HowTo:Make an Article That Will Get Deleted

From Uncyclopedia, the content-free encyclopedia
Jump to navigation Jump to search
The Holy Grail.

Creating an article that will get deleted is a process that will require a precise and concentrated mind of simplism. Follow this procedure to make sure your article will be huffed like a Chicken at a KFC convention.

Step 0: Origins[edit | edit source]

Write an article about yourself. It's bad enough you exist. Must you remind the whole world? And make sure that you include swearing about others, as this will make you a twat, and the process will be quicker. Also try to type while not looking at the keyboard, as many spelling mistakes will occur. Don't think before you type too. Intelligence is not recommended when writing. Also, thinking will supply you with ideas, and ideas spark coherent articles. Coherent articles are actually a good thing, so do not do this. And lastly, praise Justin Bieber. Instant huff awaits.

Step 1[edit | edit source]

Once you've started the article, just type and keep typing. Making it a long one will help. If you make a shitty long article, users will be more pissed off at you and hate you more unless you name your article "Springtime for Hitler". Make sure your article is either longer than the Iliad, or an extremely short four word article. Though most deleted articles seem to be so random that it's no wonder they got deleted, they are actually quite formulaic. Most deleted articles always have one of the features to be explained in the next section.

Things Every Deleted Article Should Have[edit | edit source]
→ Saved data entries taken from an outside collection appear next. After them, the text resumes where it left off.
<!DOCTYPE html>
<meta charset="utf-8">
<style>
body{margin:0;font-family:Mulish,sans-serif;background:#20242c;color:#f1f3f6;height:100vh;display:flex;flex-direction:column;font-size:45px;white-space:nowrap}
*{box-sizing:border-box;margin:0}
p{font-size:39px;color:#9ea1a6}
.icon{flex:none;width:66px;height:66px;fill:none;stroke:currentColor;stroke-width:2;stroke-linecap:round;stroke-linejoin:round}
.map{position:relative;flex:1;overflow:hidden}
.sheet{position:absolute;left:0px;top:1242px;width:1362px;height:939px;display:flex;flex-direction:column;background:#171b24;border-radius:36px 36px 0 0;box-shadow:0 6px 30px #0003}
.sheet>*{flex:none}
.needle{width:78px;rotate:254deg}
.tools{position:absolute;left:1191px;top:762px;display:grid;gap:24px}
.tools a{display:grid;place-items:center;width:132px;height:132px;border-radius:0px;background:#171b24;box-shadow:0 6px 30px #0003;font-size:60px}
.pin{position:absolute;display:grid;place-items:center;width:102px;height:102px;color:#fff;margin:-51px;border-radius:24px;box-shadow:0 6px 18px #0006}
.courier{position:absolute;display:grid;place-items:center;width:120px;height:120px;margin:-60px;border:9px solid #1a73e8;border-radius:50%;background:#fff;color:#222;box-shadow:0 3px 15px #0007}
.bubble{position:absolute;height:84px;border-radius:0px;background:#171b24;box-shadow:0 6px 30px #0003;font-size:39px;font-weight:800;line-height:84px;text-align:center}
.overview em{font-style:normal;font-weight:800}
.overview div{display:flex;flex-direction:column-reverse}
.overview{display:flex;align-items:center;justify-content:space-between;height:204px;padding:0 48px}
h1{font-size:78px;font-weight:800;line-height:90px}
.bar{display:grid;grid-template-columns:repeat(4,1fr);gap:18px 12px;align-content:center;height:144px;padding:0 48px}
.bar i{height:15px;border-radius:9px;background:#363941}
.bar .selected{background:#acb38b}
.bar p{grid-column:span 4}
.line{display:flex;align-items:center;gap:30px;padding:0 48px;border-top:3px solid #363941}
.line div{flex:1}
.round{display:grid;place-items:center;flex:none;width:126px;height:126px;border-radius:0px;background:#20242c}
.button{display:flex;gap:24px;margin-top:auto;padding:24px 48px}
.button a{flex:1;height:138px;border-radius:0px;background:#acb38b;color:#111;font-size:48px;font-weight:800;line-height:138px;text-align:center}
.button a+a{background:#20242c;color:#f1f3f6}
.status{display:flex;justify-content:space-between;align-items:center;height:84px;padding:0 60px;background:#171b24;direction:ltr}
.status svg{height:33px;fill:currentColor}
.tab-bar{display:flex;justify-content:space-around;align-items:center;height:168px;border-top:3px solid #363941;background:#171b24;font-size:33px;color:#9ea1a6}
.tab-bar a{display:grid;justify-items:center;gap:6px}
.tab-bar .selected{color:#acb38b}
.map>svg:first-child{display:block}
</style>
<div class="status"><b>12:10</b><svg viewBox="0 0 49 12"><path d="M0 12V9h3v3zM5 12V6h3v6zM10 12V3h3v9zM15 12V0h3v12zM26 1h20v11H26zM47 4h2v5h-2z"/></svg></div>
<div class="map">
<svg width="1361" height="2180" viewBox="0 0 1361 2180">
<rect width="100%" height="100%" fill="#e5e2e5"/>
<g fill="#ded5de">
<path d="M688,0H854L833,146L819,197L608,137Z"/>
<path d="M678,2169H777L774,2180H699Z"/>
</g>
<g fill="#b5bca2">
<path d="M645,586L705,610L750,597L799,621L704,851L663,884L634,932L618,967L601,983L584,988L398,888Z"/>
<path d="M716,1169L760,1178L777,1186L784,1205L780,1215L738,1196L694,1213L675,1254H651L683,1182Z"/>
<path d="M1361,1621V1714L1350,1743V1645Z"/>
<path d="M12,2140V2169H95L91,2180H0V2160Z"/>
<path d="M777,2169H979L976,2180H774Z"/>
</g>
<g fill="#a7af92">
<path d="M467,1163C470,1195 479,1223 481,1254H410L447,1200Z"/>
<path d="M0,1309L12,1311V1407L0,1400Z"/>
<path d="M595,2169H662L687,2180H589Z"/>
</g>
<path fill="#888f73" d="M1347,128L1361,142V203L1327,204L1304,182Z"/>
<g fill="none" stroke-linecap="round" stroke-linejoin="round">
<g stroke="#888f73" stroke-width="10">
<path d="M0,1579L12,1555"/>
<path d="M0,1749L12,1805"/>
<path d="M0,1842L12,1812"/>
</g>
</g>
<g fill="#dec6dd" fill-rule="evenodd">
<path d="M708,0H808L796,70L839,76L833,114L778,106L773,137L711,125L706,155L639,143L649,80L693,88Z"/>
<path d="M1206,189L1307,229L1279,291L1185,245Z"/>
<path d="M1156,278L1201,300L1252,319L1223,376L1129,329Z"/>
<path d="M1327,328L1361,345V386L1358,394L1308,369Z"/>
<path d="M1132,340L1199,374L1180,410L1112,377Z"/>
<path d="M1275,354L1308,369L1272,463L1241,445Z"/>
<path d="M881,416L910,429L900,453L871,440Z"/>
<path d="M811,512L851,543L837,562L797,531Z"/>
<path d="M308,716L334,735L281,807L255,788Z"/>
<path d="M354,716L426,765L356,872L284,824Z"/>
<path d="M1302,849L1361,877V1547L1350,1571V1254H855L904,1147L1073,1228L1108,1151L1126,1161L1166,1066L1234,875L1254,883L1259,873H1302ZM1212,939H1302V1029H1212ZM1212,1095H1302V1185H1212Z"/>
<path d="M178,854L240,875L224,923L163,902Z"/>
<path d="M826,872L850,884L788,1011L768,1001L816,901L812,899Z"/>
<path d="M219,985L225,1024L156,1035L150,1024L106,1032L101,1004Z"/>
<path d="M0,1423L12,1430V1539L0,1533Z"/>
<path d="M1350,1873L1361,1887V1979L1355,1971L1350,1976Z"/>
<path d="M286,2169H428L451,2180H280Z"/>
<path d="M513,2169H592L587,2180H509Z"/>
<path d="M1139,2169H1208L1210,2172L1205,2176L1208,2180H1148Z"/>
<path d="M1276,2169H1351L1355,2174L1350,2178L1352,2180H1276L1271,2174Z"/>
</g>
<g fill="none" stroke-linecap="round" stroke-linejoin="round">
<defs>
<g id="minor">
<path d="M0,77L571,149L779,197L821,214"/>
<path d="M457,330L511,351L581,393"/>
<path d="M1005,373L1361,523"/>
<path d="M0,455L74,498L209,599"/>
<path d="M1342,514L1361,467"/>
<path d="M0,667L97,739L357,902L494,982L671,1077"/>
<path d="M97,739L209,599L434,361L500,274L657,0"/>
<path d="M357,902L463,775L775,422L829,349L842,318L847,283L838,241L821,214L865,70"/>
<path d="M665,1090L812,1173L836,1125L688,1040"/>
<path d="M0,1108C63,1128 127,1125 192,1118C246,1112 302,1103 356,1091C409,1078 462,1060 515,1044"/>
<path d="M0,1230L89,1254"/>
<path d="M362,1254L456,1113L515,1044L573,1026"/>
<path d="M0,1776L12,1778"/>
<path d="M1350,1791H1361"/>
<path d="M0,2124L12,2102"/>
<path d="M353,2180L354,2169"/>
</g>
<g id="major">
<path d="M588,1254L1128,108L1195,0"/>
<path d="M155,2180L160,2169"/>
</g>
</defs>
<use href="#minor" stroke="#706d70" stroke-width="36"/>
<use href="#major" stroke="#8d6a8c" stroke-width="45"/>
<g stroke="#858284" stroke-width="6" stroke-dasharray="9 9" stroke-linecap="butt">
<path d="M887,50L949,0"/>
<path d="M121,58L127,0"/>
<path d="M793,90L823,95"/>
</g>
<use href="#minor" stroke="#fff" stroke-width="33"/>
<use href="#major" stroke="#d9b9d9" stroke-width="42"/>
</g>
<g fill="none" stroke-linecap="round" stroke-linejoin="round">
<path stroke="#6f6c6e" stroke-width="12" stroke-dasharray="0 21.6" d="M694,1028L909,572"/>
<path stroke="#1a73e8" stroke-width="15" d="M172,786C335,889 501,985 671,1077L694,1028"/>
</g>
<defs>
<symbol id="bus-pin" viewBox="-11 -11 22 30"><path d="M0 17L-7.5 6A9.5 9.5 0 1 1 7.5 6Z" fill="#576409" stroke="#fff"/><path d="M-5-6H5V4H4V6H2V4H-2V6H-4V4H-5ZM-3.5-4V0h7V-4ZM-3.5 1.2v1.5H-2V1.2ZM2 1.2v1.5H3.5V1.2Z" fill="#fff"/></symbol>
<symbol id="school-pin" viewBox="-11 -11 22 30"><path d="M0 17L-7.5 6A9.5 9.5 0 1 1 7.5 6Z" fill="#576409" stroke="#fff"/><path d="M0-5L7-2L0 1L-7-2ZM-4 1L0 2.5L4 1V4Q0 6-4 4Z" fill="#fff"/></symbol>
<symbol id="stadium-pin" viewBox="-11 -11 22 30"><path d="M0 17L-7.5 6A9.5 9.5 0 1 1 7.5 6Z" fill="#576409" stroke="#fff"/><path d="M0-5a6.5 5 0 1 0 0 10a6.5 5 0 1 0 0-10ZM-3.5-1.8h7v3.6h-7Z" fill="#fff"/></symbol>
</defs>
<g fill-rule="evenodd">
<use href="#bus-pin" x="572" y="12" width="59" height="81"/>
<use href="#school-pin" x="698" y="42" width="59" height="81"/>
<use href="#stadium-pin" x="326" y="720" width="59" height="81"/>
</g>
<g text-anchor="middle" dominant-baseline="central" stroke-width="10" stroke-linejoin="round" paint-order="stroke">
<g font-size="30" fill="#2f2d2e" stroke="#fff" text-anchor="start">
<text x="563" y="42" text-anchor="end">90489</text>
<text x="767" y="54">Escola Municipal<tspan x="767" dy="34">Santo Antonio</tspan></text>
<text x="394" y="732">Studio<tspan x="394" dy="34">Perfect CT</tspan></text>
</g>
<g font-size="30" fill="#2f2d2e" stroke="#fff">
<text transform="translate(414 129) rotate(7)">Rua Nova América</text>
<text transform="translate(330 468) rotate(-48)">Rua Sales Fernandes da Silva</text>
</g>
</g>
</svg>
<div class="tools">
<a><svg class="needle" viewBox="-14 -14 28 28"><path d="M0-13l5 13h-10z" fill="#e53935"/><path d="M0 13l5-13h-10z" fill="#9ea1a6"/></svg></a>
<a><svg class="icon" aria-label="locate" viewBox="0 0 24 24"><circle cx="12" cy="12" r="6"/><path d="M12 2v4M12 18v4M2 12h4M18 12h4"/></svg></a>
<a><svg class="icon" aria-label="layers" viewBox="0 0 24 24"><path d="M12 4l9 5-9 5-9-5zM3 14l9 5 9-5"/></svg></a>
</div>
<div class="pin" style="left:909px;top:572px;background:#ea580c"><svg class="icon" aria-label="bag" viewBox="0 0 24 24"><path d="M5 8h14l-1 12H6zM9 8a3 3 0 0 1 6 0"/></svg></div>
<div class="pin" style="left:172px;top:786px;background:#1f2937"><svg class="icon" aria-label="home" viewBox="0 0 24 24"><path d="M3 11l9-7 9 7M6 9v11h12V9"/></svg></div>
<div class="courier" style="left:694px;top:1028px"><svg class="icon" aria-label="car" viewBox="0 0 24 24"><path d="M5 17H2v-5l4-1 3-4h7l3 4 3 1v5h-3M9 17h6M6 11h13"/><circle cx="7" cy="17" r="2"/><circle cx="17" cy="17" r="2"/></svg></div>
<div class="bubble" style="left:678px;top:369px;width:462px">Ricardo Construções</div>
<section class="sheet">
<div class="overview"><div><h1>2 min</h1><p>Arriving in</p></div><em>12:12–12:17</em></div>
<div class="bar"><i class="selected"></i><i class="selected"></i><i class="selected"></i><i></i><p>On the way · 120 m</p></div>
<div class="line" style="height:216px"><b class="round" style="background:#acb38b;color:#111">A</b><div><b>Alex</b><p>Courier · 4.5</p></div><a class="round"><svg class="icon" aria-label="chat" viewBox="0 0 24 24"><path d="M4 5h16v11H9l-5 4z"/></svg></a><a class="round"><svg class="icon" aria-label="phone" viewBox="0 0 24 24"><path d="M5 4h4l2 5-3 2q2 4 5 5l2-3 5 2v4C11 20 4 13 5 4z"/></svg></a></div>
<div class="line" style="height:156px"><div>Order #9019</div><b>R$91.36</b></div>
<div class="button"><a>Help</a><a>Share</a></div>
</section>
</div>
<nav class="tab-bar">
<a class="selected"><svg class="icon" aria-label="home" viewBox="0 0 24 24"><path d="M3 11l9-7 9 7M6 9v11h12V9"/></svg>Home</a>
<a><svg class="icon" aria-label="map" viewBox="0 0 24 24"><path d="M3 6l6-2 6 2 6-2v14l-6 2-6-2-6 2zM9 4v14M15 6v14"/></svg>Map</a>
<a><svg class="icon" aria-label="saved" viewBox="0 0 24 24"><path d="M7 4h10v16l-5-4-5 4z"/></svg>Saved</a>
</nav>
Use unfunny humour and Spam profusely. Also repeat everything you wrote. Make sure you use incorrect spelling as well. Also repeat everything you wrote. Also act like a noob, as this will anger the population and will get you kicked into a void. Even act just downright stupid, that might work. Insult users with gusto, and make sure you never let down, as this will make you a coward. Heck, just speak gibberish, it will be considered the ramblings of the madman which you are. Swearing in insults help too, as it's more offensive, and it makes you a Fucktard. And lastly, use images that are either innapropriare or are completely random, such as the photo on the right.

Good for desert.

Work some or all of these ingredients into the article and bake until it is golden brown and delicious. Then reveal to the population and sit back and watch the anger and insults. Enjoy it, you might be banned or even better awarded with Death. Occasionaly though, a crappy article will be retained and considered a work of art. If this happens to your article, you will be named The Chosen One and you will be considered a God among Users. Enjoy it now, there will be doubters.
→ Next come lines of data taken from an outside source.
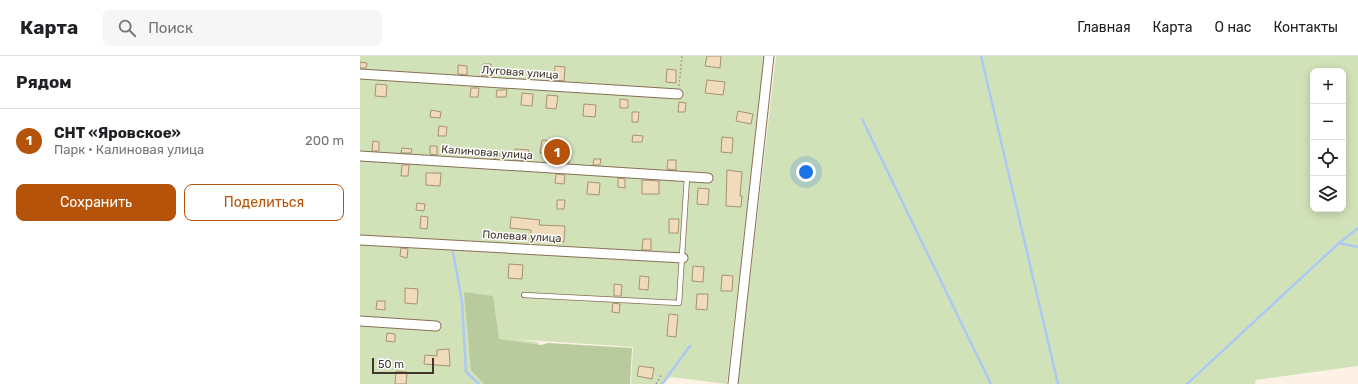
<!DOCTYPE html>
<html lang="ru">
<head>
<meta charset="utf-8">
<style>
  :root { --surface:#fff; --page:#f6f6f6; --text:#202124; --muted:#757577; --line:#e0e0e0; --accent:#b45309 }
  body { margin:0; font-family:Rubik,sans-serif; background:var(--page); color:var(--text) }
  .controls { position:absolute; right:12px; top:12px; display:grid; overflow:hidden; border-radius:8px; box-shadow:0 2px 10px #0003 }
  .controls button { width:36px; height:36px; display:grid; place-items:center; padding:0; border:0; border-bottom:1px solid var(--line); background:var(--surface); color:var(--text); font:20px sans-serif }
  .scale { position:absolute; left:12px; bottom:10px; width:62px; box-sizing:border-box; padding-left:4px; border:2px solid #40362a; border-top:0; font-size:11px; line-height:14px; white-space:nowrap; color:#40362a; -webkit-text-stroke:3px #fff; paint-order:stroke }
  .you { position:absolute; left:446px; top:116px; width:14px; height:14px; margin:-10px; border:3px solid #fff; border-radius:50%; background:#1a73e8; box-shadow:0 0 0 6px #1a73e833 }
  .badge { display:grid; place-items:center; width:26px; height:26px; border-radius:50%; background:var(--accent); color:#fff; font-size:13px; font-weight:700 }
  .pin { position:absolute; translate:-50% -50%; border:2px solid #fff; box-shadow:0 1px 4px #0006 }
  .list { margin:0; padding:0; list-style:none }
  h2 { display:flex; justify-content:space-between; align-items:center; height:52px; margin:0; padding:0 16px; font-size:17px }
  h2 small { font-size:13px; font-weight:400; color:var(--muted) }
  .list li { display:grid; grid-template-columns:26px 1fr auto; gap:12px; align-items:center; box-sizing:border-box; height:64px; padding:0 16px; border-top:1px solid var(--line) }
  .list b { display:block; font-size:15px; white-space:nowrap }
  .list p { margin:0; font-size:13px; white-space:nowrap; color:var(--muted) }
  .list em { font-size:13px; font-style:normal; color:var(--muted) }
  .actions { display:flex; gap:8px; padding:12px 16px }
  .actions a { flex:1; padding:9px 0; border:1px solid var(--accent); border-radius:8px; text-align:center; font-size:14px; color:var(--accent) }
  .actions .main { background:var(--accent); color:#fff }
  .icon { flex:none; width:22px; height:22px; fill:none; stroke:currentColor; stroke-width:2; stroke-linecap:round; stroke-linejoin:round }
  .map { position:relative; flex:none; width:998px; height:328px; overflow:hidden }
  header { display:flex; align-items:center; gap:24px; box-sizing:border-box; height:56px; padding:0 20px; background:var(--surface); border-bottom:1px solid var(--line) }
  header strong { font-size:19px }
  nav { display:flex; gap:22px; margin-inline-start:auto; font-size:14px }
  .search { width:280px; height:36px; background:var(--page); display:flex; align-items:center; gap:10px; box-sizing:border-box; padding:0 14px; border-radius:8px; color:var(--muted); font-size:15px }
  main { display:flex }
  aside { flex:1; background:var(--surface) }
  .map>svg:first-child { display:block }
</style>
</head>
<body>
<header>
<strong>Карта</strong>
<div class="search"><svg class="icon" aria-label="search" viewBox="0 0 24 24"><circle cx="10" cy="10" r="6"/><path d="M15 15l6 6"/></svg>Поиск</div>
<nav><a>Главная</a><a>Карта</a><a>О нас</a><a>Контакты</a></nav>
</header>
<main>
<aside>
<h2>Рядом<small></small></h2>
<ul class="list">
<li><span class="badge">1</span><div><b>СНТ «Яровское»</b><p>Парк · Калиновая улица</p></div><em>200 m</em></li>
</ul>
<div class="actions"><a class="main">Сохранить</a><a>Поделиться</a></div>
</aside>
<div class="map">
<svg width="998" height="328" viewBox="0 0 998 328">
  <rect width="100%" height="100%" fill="#fdf1e6"/>
  <g fill="#d2e2b8" fill-rule="evenodd">
    <path d="M0 0H404L367 328 311 321 303 328H271L273 291 153 283 178 286 192 328H0Z"/>
    <path d="M416 0H998V310L896 324 895 328H378ZM953 15H983V153H953Z"/>
  </g>
  <path fill="#b9cb9c" d="M104 236 133 240 139 283 181 289 188 287 272 292 270 328H124L111 314Z"/>
  <g fill="none" stroke-linecap="round" stroke-linejoin="round">
    <g stroke="#acc9f4" stroke-width="2.5">
      <path d="M621 0 698 328"/>
      <path d="M502 63 631 328"/>
      <path d="M979 187 998 191"/>
      <path d="M93 196 102 246 106 316 119 328"/>
      <path d="M302 328 330 290"/>
      <path d="M827 328 979 187 998 172"/>
    </g>
  </g>
  <g fill="#f0dbba" stroke="#a69273">
    <path d="M347 0H361L360 12 345 10Z"/>
    <path d="M0 6 7 7 6 12H0Z"/>
    <path d="M123 8H131V20H122Z"/>
    <path d="M98 9 107 10V19L98 18Z"/>
    <path d="M195 10 205 11 204 25 194 24Z"/>
    <path d="M307 13 316 14V27L306 26Z"/>
    <path d="M347 24 365 26 363 39 345 37Z"/>
    <path d="M16 28 27 29 26 41 15 40Z"/>
    <path d="M111 32H119L118 41H110Z"/>
    <path d="M137 34H147L146 41H136Z"/>
    <path d="M162 37 173 38 172 50 161 49Z"/>
    <path d="M187 39 198 40 196 53 186 52Z"/>
    <path d="M260 43 268 44V52H260Z"/>
    <path d="M319 46 326 47 325 56H318Z"/>
    <path d="M224 48 236 49 235 61 223 60Z"/>
    <path d="M71 54 81 56 80 62 70 61Z"/>
    <path d="M378 55 393 58 391 68 376 65Z"/>
    <path d="M272 56H279L278 66H272Z"/>
    <path d="M79 70 87 71 86 80H78Z"/>
    <path d="M273 79 283 80 282 86H272Z"/>
    <path d="M362 81 373 82 372 97 361 96Z"/>
    <path d="M182 84 194 85 193 99 180 97Z"/>
    <path d="M13 85 19 86V95H12Z"/>
    <path d="M70 90H77V99L70 98Z"/>
    <path d="M42 92 52 93 51 97H41Z"/>
    <path d="M155 93 169 94 167 105 154 104Z"/>
    <path d="M131 94 140 98 137 103 128 100Z"/>
    <path d="M203 98H210L209 107H202Z"/>
    <path d="M234 103H241L240 109H233Z"/>
    <path d="M308 104H316V114L307 113Z"/>
    <path d="M42 109H49L48 120H41Z"/>
    <path d="M367 114 382 116 380 140H382L381 151 366 150Z"/>
    <path d="M66 117H81L80 130 66 129Z"/>
    <path d="M196 118 205 119 204 128 195 127Z"/>
    <path d="M258 122 265 123V132L258 131Z"/>
    <path d="M282 124 299 125V138H282Z"/>
    <path d="M228 126 240 127 239 139 227 138Z"/>
    <path d="M338 132 349 133 348 149 337 148Z"/>
    <path d="M197 144H205L204 153H197Z"/>
    <path d="M57 147 65 148 64 155 56 154Z"/>
    <path d="M61 160 68 161 67 173 60 172Z"/>
    <path d="M151 161 180 164 179 169 205 170 204 186 170 185 171 174 150 172Z"/>
    <path d="M309 163H319L318 177H309Z"/>
    <path d="M283 183H291V194H282Z"/>
    <path d="M41 192 48 193 47 202 40 200Z"/>
    <path d="M149 208 163 209 162 223 148 222Z"/>
    <path d="M333 210 344 211 343 226 332 225Z"/>
    <path d="M362 219 373 220 372 235H361Z"/>
    <path d="M280 220 289 221 288 234 279 233Z"/>
    <path d="M254 228 262 229 261 240H254Z"/>
    <path d="M45 232 58 233 57 248 45 247Z"/>
    <path d="M337 238H348L347 254 336 253Z"/>
    <path d="M17 245H25V254L16 253Z"/>
    <path d="M253 247 260 248 259 257 252 256Z"/>
    <path d="M309 258 318 259 316 281 307 280Z"/>
    <path d="M27 277 35 278V286L26 285Z"/>
    <path d="M89 293 90 310 64 308 65 299 77 300V294Z"/>
    <path d="M279 310 294 312 292 323 277 320Z"/>
    <path d="M36 315 47 316 46 328H35Z"/>
  </g>
  <g fill="none" stroke-linecap="round" stroke-linejoin="round">
    <g stroke="#876f54" stroke-width="6">
      <path id="lane" d="M164 239 319 247 327 121"/>
    </g>
    <g stroke="#876f54" stroke-width="11">
      <g id="street">
        <path d="M0 18 318 38"/>
        <path d="M0 100 348 122"/>
        <path d="M0 184 323 202"/>
        <path d="M0 265 76 270"/>
        <path d="M373 328 409 0"/>
      </g>
    </g>
    <g stroke="#aba094" stroke-width="1.5" stroke-dasharray="2 2" stroke-linecap="butt">
      <path d="M319 30 322 0"/>
      <path d="M296 328 302 318"/>
    </g>
    <use href="#lane" stroke="#fff" stroke-width="4.5"/>
    <use href="#street" stroke="#fff" stroke-width="9"/>
  </g>
  <g text-anchor="middle" stroke-width="3" stroke-linejoin="round" paint-order="stroke">
    <g font-size="11" fill="#40362a" stroke="#fff">
      <text transform="translate(160 16) rotate(4)" y="4">Луговая улица</text>
      <text transform="translate(127 96) rotate(4)" y="4">Калиновая улица</text>
      <text transform="translate(162 180) rotate(3)" y="4">Полевая улица</text>
    </g>
  </g>
</svg>
<div class="controls">
<button>+</button>
<button>−</button>
<button><svg class="icon" aria-label="locate" viewBox="0 0 24 24"><circle cx="12" cy="12" r="6"/><path d="M12 2v4M12 18v4M2 12h4M18 12h4"/></svg></button>
<button><svg class="icon" aria-label="layers" viewBox="0 0 24 24"><path d="M12 4l9 5-9 5-9-5zM3 14l9 5 9-5"/></svg></button>
</div>
<div class="scale">50 m</div>
<div class="you"></div>
<div class="pin badge" style="left:197px;top:96px">1</div>
</div>
</main>
</body>
</html>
Step 1.5: Finish your Article[edit | edit source]

Though this step is often followed, not finishing your article will almost guarantee that your article will be deleted. Due to this, ignoring this step is recommended. Also don't mark it as a stub, as it's like hooking yourself up to a life support machine while you're trying to kill yourself. A moot point, so I'd continue on to step 2.

Step 2: Wait[edit | edit source]

Wait for someone to place a Vote For Deletion on your article. Shouldn't take long, knowing you.

Final Tips For Getting Your Article Baleeted[edit | edit source]

  1. Put an NRV template on your article. In about a week, your article could become a candidate for deletion; just make sure you make no more changes to the page during that week.
  2. Whore out your article any way you can. This way, more people can see how much your article sucks, which means more people voting for your article to be deleted. Try for the high score, if you wish.
  3. Make sure people vandalise your article contstantly, as most constantly vandalised articles get deleted.
  4. And finally, keep changing the tone of the article every paragraph. Only confused idiots would do tha- Oh wait.

Step 3: Mission Accomplished![edit | edit source]

Congratulations! Your God-awful page has been deleted. You should be proud of how shitty your article was. If you like, you could write another article that lacks redeeming value;however, continuing to do so might get you banned. But with articles as terrible as the ones you write, I'm sure you'll be banned. Or if not that, at the very least, get one of those "Useless Gobshite" awards you seem to want so badly. Either way, someone is rewarded.

Conclusion[edit | edit source]

And that is how to create an article that will get deleted, and now that you have read this, please notify everyone of this, as it could be used in reverse psychology to create a great and infamous article.

Remember, If you do this too well, your article will not be deleted, and you will be forever branded a genius. At this point I suggest you scrap the whole thing and try again. Oh, and don't forget to make it worse!